Task prompt:
Reply only with how many lines of the listing below hold the word "column".

======== Material provided ========

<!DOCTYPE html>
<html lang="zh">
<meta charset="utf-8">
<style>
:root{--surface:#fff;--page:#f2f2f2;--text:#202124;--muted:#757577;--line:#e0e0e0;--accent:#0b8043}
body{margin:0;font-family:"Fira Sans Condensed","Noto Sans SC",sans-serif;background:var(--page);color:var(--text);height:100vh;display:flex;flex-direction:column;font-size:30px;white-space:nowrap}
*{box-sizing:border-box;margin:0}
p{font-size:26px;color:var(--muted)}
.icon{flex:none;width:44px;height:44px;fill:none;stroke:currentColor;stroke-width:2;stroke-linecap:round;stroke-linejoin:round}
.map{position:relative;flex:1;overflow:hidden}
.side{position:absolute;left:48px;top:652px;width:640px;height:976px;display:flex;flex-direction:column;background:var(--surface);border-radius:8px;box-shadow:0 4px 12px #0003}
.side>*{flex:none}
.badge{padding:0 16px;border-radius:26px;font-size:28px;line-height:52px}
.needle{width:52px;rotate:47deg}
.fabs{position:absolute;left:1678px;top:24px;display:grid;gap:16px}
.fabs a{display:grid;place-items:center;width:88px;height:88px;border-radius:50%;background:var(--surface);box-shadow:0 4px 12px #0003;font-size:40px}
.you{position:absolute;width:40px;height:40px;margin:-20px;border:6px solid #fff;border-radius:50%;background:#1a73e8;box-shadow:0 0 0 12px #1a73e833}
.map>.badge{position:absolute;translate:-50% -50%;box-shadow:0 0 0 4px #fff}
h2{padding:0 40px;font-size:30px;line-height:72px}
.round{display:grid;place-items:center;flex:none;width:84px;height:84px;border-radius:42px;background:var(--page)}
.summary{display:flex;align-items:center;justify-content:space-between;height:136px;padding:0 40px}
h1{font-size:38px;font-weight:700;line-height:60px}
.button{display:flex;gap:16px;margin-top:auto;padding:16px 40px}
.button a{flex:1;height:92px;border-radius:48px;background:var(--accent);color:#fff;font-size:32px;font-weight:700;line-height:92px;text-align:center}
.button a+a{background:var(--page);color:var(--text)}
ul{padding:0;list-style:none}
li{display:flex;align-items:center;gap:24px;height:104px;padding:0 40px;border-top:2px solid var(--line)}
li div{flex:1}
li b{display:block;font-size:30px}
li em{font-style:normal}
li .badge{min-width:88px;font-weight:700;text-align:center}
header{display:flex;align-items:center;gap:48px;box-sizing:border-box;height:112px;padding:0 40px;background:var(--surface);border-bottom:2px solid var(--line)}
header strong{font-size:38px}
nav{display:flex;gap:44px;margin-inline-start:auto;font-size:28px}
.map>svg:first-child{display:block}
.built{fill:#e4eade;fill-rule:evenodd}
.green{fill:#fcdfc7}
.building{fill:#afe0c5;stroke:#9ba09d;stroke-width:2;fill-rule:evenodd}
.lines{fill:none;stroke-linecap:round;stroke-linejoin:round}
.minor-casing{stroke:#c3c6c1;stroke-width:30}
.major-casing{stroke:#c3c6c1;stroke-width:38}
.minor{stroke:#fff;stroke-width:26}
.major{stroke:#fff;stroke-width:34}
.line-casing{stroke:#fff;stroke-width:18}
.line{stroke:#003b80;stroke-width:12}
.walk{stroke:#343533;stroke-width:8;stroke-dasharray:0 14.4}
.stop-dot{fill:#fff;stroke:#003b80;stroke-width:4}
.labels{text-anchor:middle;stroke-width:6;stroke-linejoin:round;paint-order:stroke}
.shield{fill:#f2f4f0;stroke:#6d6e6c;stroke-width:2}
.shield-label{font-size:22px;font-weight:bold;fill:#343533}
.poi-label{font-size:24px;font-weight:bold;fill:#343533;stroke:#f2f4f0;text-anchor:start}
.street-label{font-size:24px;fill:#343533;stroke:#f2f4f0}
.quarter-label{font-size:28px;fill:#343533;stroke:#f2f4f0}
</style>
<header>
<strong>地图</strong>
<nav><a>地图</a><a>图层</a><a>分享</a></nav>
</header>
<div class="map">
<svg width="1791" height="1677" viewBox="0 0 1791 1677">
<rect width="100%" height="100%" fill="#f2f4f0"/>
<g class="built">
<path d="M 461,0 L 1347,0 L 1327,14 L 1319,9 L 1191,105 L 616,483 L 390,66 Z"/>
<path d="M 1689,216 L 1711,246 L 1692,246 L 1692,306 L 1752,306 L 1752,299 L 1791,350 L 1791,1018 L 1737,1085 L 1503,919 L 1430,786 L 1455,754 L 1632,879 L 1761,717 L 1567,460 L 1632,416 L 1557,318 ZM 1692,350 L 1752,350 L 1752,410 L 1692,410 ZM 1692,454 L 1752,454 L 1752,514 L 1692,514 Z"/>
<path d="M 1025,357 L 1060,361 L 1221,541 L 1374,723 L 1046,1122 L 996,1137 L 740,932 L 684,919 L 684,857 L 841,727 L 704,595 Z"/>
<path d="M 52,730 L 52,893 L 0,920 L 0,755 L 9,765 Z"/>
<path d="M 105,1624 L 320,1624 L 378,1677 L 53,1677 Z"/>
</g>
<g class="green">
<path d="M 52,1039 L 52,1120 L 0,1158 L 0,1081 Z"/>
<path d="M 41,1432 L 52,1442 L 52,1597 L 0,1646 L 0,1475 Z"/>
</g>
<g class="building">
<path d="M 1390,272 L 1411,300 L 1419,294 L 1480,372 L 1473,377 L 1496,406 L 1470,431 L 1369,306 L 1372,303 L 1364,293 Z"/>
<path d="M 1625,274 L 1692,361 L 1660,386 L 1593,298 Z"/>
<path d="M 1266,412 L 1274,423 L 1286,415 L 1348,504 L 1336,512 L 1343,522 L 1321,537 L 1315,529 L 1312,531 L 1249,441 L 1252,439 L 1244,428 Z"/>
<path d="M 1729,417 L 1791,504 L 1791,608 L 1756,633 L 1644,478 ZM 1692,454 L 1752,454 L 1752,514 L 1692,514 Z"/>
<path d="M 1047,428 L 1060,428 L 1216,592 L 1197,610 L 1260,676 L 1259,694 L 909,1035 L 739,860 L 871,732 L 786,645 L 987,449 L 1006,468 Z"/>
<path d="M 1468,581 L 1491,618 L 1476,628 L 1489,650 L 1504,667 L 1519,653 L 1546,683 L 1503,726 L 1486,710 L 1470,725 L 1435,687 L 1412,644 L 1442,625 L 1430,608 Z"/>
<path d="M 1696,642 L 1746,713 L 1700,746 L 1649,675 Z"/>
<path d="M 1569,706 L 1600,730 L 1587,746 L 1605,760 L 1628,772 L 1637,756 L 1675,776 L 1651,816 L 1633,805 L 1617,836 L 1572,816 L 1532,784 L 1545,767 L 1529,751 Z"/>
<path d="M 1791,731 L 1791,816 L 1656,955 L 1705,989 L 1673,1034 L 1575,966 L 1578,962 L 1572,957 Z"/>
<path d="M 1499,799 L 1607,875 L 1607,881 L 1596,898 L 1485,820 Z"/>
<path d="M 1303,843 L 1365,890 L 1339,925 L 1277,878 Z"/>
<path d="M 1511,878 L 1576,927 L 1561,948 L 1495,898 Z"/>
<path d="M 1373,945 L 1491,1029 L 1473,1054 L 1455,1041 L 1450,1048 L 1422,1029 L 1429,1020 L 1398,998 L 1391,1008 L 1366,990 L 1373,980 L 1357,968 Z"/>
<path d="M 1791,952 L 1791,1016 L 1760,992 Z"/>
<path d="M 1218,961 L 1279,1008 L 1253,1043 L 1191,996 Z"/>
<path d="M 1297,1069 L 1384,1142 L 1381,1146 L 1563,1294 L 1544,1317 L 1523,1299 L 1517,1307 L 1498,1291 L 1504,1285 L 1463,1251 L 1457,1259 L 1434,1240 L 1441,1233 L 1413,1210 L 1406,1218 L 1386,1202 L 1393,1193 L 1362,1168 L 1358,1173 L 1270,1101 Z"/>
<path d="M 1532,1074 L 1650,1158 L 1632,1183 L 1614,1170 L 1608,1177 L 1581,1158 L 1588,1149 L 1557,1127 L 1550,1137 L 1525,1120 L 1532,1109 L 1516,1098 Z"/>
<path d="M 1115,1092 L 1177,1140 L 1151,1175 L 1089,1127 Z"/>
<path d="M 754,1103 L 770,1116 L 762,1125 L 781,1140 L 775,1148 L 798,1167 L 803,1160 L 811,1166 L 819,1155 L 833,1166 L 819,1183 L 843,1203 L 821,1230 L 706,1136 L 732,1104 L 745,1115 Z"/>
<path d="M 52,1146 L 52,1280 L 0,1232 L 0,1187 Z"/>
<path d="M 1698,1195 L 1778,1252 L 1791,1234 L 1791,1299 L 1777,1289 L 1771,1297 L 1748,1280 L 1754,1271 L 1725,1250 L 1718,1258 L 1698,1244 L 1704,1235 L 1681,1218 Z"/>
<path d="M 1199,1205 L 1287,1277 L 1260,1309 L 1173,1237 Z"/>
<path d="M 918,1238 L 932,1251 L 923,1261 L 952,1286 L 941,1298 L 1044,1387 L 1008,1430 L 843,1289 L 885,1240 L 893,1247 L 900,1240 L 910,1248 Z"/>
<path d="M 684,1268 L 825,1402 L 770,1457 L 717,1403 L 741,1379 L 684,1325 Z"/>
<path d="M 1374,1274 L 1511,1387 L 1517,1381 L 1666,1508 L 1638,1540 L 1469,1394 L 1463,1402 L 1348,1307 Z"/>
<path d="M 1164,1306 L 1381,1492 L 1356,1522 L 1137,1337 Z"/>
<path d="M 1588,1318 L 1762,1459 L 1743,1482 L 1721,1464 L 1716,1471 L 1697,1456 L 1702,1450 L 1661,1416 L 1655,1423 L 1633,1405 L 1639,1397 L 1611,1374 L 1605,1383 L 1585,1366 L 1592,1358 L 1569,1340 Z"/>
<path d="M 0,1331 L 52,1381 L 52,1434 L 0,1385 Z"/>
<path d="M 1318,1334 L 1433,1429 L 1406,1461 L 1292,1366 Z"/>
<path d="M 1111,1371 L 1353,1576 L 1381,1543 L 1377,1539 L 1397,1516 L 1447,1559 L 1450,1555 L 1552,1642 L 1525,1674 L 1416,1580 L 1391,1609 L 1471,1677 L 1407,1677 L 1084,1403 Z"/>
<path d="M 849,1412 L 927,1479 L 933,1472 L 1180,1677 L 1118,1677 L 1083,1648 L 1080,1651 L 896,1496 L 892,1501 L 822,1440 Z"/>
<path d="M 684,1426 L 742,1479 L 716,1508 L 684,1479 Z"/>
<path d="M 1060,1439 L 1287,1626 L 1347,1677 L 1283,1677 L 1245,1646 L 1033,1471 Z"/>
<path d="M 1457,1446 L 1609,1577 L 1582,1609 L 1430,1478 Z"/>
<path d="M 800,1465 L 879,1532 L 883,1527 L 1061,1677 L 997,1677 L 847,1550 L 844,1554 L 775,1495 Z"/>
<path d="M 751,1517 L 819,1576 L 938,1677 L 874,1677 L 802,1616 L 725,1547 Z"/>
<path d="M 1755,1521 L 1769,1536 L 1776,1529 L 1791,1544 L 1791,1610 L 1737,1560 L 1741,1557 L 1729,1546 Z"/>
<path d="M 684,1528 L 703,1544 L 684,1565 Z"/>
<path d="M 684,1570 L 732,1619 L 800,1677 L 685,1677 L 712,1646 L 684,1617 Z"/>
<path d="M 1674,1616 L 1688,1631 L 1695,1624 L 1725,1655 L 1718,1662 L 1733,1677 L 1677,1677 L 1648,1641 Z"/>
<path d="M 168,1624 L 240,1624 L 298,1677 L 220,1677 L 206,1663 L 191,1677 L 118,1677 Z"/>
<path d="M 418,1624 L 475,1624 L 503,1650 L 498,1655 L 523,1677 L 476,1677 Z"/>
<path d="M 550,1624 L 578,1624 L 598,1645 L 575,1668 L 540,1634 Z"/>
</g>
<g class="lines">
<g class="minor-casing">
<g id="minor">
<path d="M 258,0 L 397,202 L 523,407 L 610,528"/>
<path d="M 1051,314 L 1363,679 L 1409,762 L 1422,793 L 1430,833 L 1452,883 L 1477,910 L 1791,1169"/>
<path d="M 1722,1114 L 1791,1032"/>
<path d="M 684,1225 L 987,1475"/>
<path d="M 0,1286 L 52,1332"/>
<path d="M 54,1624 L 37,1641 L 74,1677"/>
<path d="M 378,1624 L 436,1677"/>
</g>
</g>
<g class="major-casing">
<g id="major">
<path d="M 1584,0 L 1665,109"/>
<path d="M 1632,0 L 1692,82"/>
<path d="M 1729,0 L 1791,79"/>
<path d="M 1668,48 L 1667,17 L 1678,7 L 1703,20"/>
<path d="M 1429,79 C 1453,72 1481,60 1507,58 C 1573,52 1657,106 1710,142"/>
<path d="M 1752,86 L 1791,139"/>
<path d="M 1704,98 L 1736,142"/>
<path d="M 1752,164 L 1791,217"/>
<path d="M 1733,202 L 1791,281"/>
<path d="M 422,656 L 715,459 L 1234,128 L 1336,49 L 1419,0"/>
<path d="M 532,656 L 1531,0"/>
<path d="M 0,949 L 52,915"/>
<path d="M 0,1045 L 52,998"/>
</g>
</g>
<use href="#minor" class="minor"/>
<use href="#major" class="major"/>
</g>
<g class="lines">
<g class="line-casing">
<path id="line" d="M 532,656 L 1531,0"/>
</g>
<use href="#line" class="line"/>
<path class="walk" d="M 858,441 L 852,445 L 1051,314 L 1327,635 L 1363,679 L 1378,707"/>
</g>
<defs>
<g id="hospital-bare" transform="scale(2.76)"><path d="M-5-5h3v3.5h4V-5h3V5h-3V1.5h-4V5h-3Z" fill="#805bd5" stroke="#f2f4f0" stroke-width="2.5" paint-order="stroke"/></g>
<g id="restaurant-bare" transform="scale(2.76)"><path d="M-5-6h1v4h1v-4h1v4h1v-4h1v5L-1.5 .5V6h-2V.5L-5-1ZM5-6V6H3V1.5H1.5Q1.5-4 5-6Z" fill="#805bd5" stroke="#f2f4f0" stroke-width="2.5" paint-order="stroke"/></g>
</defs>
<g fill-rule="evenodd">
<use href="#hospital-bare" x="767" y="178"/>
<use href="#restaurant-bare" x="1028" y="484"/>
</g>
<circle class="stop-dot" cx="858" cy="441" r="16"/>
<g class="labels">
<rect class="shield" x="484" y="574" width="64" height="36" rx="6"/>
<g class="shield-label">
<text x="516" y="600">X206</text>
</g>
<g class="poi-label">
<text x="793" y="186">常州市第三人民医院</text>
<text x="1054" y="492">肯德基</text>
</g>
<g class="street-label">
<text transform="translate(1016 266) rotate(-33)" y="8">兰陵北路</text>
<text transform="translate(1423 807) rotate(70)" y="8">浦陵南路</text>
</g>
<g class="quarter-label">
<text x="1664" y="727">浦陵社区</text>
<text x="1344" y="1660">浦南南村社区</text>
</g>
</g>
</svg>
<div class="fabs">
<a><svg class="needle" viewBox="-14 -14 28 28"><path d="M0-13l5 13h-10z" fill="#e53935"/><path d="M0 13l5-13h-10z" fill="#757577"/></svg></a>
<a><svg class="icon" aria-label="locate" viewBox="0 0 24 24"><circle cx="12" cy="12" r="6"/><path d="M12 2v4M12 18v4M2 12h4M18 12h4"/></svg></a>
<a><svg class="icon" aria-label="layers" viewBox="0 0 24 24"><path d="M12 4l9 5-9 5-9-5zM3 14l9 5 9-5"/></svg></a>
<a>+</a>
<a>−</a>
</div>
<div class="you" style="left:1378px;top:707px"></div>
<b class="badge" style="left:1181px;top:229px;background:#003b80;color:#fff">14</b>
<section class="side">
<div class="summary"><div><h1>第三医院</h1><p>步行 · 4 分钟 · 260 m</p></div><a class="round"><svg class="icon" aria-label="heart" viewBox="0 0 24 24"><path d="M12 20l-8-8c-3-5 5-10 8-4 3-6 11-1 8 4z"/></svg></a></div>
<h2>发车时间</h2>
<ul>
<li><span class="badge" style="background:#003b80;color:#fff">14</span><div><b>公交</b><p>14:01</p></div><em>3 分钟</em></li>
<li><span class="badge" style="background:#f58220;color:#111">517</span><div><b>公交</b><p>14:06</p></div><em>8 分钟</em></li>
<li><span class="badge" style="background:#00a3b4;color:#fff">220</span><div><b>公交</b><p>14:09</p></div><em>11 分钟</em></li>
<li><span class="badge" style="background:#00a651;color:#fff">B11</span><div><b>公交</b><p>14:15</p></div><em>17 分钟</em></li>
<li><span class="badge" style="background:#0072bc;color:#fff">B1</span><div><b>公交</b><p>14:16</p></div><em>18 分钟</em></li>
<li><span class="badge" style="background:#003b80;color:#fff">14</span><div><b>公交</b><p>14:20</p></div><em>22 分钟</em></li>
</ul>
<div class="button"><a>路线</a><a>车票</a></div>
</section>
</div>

========

Answer to this problem:
2